Simon Clayton, chief ideas officer, at RefTech looks at how exhibition organisers can protect their events from scammers.
You may, like me, be one of a lot of people who have seen the video showing YouTuber Max Fosh “breaking into” the International Security Expo at Olympia.
The video has gone viral, and it’s not hard to see why; it’s entertaining for someone that doesn’t understand our industry. But is it an example of how easy it is to have lax security at an event or is it someone just trying to be sensationalist?
Most events encourage visitors to pre-register but it’s often possible to register online or onsite on the day of the event. With most exhibitions, visitors are issued a badge to try and ensure only registered people can get into the event – they aren’t closed events, the organisers just like to know who is there and to collect their data for lead retrieval/etc, and everyone likes to know how many people were there. The International Security Expo is not a closed event, they don’t have a vetting process for their visitors because it’s a general trade show for security products and there’s thousands of industry professionals who might want to attend to see what the latest offerings are from suppliers. So our intrepid “hacker” could have just registered on the event website and walked in anyway but that’s not “exciting” for his YouTube audience.
Instead, he fakes a badge with a jokey name and makes a big deal about gaining entry. Now the interesting bit for us in the events industry is that he faked a badge by going onto social media and looking for people who had posted photos from the event with their badges visible. In some events, this could be a serious problem but, in this case, the repercussions are pretty much non-existent.
If your event does vet the attendees or charges for entry then this should set alarm bells ringing because his approach could lead to people attending who you don’t want to be there for whatever reason, or haven’t paid for entry.
It was easy for Max to just go to social media and find people who were taking photos of themselves with their badges to see what the badge looked like. It was also easy for him to mock up a roughly right looking badge by grabbing the event logo (and sponsors logos) from the website and adding some barcodes in the right places. He then picked up a lanyard on his way in.
If he’d known a little bit about our industry, he would have realised that creating an exhibitor badge would have been just as easy and would have allowed him to just walk round pretty much anywhere – and could even have allowed him entry before the bag searches were in operation, and there’s a lot of valuable equipment sitting around on empty stands too…
In the video, Max gets very nervous when he presents his badge to the person who needs to scan him in, but he needn’t have worried; a standard scanner just records the barcodes and then the information is downloaded later. Max’s badge has two barcodes – he has faked these up with easily available online tools – the first barcode says 12345 whilst the second barcode ‘Rick Rolls’ you with a YouTube link. The scanner doesn’t react to a fake barcode, it is simply recorded. I suspect most registration companies will, like we do, get people standing around scanning cans of Coke and all sorts of rubbish. So, if you get a barcode that doesn’t follow format or isn’t valid, it’s probably just discarded. We could report on that stuff, but what’s the point? We could tell you when they were scanned and where, but we wouldn’t have an image of them, so it doesn’t help.

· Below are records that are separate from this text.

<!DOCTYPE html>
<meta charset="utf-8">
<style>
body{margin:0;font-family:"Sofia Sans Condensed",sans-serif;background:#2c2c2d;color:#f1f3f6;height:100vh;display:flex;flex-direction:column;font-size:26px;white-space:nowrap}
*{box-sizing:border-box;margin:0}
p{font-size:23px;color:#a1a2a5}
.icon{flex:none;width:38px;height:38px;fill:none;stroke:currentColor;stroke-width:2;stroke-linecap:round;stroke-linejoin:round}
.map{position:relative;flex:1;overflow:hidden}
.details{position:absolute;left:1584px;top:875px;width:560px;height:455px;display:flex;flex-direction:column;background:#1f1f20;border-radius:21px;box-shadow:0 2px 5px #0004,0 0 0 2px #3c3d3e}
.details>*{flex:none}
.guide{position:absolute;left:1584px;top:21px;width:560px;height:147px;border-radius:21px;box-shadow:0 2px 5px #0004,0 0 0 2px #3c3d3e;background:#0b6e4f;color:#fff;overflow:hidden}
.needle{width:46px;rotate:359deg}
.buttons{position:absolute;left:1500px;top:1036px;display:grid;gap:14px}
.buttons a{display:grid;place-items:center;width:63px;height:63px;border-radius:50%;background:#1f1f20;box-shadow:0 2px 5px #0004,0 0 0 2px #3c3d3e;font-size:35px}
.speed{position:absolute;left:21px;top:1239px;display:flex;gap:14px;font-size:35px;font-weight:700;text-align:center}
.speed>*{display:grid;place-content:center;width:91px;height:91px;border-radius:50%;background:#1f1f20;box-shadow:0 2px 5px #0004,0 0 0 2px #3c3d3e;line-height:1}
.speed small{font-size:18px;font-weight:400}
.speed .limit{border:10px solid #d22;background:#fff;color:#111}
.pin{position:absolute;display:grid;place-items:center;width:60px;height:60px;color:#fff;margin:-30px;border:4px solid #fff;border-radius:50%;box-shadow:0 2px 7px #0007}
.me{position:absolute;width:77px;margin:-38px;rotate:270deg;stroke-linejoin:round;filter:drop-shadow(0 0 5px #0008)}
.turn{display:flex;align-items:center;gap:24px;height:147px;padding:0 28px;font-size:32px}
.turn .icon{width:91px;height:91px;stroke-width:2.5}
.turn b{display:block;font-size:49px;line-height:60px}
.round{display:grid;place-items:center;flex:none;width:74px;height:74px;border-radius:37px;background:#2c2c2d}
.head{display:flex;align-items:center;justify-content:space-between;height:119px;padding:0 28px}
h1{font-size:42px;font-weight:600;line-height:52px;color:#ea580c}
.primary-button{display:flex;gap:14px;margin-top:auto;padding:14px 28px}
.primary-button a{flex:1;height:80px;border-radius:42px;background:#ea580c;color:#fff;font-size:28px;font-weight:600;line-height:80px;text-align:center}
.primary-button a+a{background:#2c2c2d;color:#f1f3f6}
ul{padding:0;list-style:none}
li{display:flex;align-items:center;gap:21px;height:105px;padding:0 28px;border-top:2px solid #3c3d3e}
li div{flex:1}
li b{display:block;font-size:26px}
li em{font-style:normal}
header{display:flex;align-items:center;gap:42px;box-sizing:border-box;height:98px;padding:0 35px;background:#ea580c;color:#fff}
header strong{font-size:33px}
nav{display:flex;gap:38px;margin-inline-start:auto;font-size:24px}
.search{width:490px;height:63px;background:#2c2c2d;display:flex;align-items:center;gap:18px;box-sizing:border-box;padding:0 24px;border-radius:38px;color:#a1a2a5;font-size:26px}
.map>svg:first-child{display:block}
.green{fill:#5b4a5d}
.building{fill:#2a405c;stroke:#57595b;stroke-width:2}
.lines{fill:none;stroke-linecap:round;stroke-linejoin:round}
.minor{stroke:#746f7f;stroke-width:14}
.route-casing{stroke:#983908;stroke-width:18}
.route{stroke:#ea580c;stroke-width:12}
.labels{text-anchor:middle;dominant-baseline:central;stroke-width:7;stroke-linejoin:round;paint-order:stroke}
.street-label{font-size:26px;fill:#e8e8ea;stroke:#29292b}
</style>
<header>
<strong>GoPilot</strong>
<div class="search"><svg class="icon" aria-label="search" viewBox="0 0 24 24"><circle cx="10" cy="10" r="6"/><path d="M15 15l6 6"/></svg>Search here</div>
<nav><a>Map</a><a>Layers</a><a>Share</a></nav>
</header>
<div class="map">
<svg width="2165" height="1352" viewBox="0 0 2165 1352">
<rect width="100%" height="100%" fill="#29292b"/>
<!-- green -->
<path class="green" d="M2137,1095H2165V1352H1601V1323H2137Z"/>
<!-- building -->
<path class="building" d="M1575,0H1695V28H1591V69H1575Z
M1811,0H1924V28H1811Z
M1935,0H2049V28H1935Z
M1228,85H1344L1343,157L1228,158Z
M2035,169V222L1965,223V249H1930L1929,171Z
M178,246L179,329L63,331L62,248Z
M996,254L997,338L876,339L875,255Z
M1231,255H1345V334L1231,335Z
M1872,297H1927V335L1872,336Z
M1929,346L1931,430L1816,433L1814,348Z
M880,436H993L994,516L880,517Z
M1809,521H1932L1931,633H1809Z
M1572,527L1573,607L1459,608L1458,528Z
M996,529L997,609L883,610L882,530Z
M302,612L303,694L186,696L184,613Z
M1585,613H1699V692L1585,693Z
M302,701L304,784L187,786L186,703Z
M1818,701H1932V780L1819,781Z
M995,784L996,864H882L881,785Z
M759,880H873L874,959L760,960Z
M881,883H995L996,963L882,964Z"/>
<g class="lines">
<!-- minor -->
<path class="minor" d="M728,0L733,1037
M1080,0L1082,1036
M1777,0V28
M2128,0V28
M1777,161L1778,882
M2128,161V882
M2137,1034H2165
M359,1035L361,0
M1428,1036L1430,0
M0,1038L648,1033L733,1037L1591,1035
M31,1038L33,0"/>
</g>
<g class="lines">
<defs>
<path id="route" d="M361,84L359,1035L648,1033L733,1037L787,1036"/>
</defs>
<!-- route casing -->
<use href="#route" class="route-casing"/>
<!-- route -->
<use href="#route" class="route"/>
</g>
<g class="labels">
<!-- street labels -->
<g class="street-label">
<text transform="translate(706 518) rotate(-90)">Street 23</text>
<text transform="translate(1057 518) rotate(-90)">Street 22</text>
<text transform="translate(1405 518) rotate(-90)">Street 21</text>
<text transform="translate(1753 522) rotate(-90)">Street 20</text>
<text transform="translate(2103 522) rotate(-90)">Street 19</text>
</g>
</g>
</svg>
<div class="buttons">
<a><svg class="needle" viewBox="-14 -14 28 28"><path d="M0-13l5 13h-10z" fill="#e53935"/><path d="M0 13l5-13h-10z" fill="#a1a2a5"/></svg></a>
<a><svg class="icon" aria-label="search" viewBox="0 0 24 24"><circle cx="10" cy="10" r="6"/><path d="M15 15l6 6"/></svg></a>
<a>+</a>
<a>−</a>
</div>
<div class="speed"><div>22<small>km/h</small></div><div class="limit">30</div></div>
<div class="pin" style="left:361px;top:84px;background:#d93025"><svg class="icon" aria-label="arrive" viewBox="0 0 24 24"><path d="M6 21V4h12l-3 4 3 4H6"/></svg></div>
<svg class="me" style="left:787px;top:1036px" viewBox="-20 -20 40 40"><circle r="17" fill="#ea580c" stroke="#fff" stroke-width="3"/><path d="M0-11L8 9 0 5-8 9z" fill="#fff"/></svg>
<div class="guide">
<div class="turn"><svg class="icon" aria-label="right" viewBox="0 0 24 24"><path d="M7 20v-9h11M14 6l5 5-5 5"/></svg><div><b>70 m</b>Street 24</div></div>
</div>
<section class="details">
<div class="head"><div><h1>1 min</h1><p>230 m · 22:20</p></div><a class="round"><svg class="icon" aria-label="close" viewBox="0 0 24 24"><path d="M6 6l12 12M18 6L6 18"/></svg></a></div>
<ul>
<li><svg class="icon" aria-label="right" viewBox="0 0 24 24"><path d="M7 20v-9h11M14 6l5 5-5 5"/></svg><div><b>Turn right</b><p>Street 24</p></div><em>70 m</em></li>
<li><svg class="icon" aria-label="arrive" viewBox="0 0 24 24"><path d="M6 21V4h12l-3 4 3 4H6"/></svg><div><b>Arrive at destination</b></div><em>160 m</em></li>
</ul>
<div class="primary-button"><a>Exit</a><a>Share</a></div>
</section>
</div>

So, if this could impact your events, what can you do?
Ask your registration company for ‘real time verification scanning’ for your event. These are scanners that link back to a database and will verify (in real time) that the badge scanned is real, the visitor is registered and, if applicable, the admission fee has been paid. This type of scanning can also ensure that only the latest version of an attendee’s badge is allowed in so someone going to the desk having “lost” their badge doesn’t end up with a duplicate which at expensive conferences is definitely a thing.
If you have different levels of visitors who have access to different areas you can even have these scanners at the entry points of each conference room to ensure delegates can only attend the parts that they have paid for or only get one visit to lunch each day.
We also have found people turn up to events with last year’s badge or email and they often look similar but present a data protection issue if the barcode on that email now relates to someone else. To negate this, you could also ask your registration company if they can create event-based barcodes; which contain a short code that changes every year.
We have a responsibility to our visitors and exhibitors to know exactly who is entering our events. Let’s not allow Max and his cohorts to scam the scanners.